The sensitivity of traditional RBT9 was reported to be 27.27, 26.14, 25 and 25% using antigens of cell concentration of 4, 6, 8, 10 and 11%, respectively but these sensitivities were elevated to be 50, 46.97, 40.91, 38.64 and 38.64%, respectively, when modified RB technique were performed6. Sensitivities were 47.73, 43.18, 38.64, 38.64 and 38.64% when BAPA test was carried out using antigens of PCV 4, 6, 8, 10 and 11%, respectively, according to Alton et al.9 as shown in Table 4. Using same antigens PCV, no significant difference in the sensitivity of modified RB techniques and BAPA test where final cell concentration after mixing with serum samples is nearly equal. Results revealed that sensitivity of rose bengal and BAPA antigens were increased with reducing PCV with end results that antigens with 4% showed highest sensitivity.
As shown in Table 5 and 6, no satisfactory differences in relative sensitivity of BAPA and MRB tests where conventional RB test using antigens with PCV of 8, 10 and 11% had lowest relative sensitivity. Specificity was inversely proportional with sensitivity and directly proportional with PCV. Lowest specificity was showed with MRBT and BAPA tests using antigens with cell concentration of 4 and 6% where RBT with antigens of cell concentration of 6, 8, 10 and 11% showed highest specificity (100%). Anyhow, results had shown that even with the most sensitive antigen preparations demonstrated 100% specificity with brucellosis-free animals.

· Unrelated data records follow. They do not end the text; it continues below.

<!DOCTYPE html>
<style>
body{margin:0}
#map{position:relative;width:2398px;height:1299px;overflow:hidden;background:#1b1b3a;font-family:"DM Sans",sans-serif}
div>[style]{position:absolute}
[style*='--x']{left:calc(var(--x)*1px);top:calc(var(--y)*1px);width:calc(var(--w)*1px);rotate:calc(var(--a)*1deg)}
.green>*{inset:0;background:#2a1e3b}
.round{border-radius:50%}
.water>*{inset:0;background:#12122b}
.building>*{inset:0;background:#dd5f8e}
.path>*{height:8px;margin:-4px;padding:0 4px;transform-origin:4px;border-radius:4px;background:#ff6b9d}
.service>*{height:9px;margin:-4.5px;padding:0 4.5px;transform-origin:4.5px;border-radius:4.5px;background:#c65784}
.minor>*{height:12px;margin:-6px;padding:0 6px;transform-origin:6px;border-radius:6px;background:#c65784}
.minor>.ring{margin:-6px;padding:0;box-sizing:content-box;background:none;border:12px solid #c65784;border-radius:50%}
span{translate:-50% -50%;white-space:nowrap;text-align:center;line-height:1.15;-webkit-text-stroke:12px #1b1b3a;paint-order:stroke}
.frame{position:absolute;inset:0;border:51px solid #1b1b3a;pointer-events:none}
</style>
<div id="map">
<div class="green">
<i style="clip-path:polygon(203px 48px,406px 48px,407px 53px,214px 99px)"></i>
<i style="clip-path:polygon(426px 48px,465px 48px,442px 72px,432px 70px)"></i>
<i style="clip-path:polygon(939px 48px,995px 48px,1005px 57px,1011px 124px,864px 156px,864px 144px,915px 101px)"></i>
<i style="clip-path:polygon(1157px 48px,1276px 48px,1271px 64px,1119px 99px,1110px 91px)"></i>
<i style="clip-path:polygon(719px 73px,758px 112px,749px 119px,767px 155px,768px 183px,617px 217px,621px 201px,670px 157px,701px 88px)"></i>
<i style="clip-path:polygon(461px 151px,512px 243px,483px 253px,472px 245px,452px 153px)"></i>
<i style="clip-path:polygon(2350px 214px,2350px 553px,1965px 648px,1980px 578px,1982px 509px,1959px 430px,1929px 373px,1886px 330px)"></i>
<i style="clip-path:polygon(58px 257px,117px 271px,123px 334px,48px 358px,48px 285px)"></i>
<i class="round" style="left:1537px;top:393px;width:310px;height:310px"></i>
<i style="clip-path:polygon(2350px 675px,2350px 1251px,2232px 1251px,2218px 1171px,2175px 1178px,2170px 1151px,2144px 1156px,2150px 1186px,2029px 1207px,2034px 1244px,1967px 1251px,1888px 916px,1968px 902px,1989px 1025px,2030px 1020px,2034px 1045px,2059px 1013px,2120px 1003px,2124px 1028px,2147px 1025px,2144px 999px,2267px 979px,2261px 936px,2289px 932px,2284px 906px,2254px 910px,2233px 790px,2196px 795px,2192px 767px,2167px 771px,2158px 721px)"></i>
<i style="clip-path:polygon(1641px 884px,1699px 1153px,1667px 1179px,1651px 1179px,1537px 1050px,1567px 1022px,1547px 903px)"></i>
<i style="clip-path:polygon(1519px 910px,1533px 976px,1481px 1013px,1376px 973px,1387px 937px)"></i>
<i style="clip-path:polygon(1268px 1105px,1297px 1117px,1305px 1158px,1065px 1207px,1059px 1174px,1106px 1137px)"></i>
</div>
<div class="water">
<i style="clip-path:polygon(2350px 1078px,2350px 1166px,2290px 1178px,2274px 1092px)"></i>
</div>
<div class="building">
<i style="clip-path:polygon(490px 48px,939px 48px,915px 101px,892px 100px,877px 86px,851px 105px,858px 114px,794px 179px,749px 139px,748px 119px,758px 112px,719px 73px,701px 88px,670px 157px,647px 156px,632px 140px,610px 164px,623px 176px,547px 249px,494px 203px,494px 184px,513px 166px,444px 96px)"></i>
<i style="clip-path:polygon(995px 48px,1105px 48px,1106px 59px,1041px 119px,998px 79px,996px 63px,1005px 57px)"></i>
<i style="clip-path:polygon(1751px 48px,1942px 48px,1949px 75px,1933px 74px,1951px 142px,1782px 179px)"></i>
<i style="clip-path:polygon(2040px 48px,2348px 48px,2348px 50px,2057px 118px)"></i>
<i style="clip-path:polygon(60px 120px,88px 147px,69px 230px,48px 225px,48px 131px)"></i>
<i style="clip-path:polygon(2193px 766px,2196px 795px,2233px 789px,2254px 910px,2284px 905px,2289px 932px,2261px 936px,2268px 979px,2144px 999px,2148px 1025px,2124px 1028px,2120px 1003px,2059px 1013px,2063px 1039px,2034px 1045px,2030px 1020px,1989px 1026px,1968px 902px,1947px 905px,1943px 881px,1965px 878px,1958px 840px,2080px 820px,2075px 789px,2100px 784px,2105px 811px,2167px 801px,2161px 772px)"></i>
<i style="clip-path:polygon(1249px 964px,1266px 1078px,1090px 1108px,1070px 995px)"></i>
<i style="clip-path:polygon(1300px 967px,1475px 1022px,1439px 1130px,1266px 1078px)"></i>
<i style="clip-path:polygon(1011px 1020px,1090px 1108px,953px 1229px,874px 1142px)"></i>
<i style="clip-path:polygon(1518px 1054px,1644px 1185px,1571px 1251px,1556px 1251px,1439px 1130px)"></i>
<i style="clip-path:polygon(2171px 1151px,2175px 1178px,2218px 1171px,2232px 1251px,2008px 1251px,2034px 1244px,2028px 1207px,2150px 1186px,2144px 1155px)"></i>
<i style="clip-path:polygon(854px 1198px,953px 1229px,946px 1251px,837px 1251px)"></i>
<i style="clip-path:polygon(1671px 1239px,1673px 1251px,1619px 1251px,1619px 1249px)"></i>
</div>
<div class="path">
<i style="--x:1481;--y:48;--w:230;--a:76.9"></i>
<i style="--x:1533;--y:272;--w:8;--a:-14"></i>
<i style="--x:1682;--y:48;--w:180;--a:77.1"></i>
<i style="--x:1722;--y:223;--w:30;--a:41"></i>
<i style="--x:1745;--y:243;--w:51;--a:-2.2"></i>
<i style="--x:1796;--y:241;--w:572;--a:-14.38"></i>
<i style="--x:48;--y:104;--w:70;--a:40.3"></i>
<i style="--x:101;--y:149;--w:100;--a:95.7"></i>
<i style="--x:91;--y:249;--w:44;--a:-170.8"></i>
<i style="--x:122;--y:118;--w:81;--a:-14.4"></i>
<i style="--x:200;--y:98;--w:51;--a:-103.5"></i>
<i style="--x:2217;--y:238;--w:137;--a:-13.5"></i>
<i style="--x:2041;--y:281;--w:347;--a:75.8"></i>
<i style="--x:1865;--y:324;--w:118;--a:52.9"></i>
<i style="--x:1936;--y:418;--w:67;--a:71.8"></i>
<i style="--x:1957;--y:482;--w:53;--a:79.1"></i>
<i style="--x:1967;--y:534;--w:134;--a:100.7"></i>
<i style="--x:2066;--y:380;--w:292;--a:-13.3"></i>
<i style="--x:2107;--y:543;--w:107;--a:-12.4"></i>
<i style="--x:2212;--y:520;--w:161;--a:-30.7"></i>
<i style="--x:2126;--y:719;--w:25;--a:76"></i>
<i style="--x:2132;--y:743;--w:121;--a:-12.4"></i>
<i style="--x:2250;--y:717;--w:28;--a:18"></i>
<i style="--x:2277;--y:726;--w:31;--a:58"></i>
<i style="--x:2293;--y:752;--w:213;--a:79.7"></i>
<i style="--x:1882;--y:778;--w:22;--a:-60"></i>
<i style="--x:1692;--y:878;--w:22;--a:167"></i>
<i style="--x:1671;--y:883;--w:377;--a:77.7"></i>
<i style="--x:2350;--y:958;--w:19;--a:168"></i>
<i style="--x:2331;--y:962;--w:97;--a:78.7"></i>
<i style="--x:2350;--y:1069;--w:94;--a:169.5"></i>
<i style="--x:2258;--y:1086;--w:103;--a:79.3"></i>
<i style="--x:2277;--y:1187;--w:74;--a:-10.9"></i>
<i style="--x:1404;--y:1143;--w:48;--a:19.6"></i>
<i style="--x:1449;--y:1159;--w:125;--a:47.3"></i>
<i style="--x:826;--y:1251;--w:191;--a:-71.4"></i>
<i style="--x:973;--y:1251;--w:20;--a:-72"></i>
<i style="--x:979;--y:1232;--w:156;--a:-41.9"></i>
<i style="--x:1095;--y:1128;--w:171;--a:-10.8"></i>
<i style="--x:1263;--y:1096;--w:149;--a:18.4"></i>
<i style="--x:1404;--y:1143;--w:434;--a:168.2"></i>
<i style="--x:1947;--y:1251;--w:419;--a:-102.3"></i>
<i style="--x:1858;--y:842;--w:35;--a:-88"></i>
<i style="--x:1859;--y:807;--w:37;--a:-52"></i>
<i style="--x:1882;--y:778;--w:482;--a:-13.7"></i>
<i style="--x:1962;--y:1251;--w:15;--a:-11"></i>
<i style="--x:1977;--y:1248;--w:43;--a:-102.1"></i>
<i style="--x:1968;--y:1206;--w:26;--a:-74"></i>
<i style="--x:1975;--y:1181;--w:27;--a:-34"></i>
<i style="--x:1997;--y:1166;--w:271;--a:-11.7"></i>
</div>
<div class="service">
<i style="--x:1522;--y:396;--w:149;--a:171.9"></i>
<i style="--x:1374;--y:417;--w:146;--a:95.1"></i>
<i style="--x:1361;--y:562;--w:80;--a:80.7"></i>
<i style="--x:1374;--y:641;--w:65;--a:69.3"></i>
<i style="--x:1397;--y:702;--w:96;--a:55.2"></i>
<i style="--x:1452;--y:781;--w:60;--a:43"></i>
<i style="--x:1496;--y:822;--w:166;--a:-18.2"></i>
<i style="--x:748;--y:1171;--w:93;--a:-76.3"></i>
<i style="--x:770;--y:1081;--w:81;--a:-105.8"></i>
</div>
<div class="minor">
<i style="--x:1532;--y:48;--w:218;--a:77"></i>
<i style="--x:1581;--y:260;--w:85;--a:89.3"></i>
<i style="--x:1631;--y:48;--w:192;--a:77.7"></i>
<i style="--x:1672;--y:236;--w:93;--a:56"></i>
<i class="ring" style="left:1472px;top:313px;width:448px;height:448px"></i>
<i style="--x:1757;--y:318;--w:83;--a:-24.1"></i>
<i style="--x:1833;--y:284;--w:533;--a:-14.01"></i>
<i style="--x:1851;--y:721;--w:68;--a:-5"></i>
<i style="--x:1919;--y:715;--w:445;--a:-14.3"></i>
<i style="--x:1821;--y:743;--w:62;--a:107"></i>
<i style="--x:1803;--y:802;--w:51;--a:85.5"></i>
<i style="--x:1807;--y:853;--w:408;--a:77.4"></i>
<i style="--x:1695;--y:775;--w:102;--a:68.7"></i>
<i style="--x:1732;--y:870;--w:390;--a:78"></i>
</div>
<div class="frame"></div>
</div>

|Table 5:||Results of RBT, MRBT and BABA tests against CFT as a Gold Standard test|
|Table 6:||Relative Sensitivity and specificity of RBT, MRBT and BABA tests for diagnosis of ovine and bovine brucellosis|
Increasing antigens sensitivity at the expense of the share of specificity as in this study may be needed according to situation of disease in Egypt, absences of accurate survey and epidemiological studies, polices aims (control of brucellosis) and also the most common causative agents of brucellosis in Egypt which is B. melitensis17 biovar 3 and this agree with results of Mammeri18. Ferreira et al.5 and Blasco et al.6 who evaluate the antigens sensitivity and specificity against Brucella melitensis infection in sheep and goat while antigens were prepared from B. abortus. This may explained with Shahaza et al.13 as an in-house rose bengal plate agglutination test (RBPT) was performed for a rapid diagnosis of brucellosis in goats with high sensitivity results and also Sadhu et al.4 who used rose bengal antigen prepared from B. melitensis for diagnosis of B. melitensis infection. Symmetry in increasing sensitivity of antigens from PCV 4-11% which not agreed with Blasco et al.6 and Macmillan8 may be contributed to different manufacturer know how (for example strains used and concentration of stain) in the pervious studies but in this study, all antigens were prepared in VSVRI using same stain concentration and B. abortus S99 as a strain for antigen productions. The results confirmed the high specificity of traditional rose bengal technique tests and CFT.
In conclusions, sensitivity of tested antigens were increased with reducing PCV and BAPA test and modified RB techniques was recommended to be used according to situation of disease in Egypt. More studies are needed to be done on large animals populations and different animals species including especially camels, sheep, goats, cattle and baffoles accompanied with bacteriological isolation.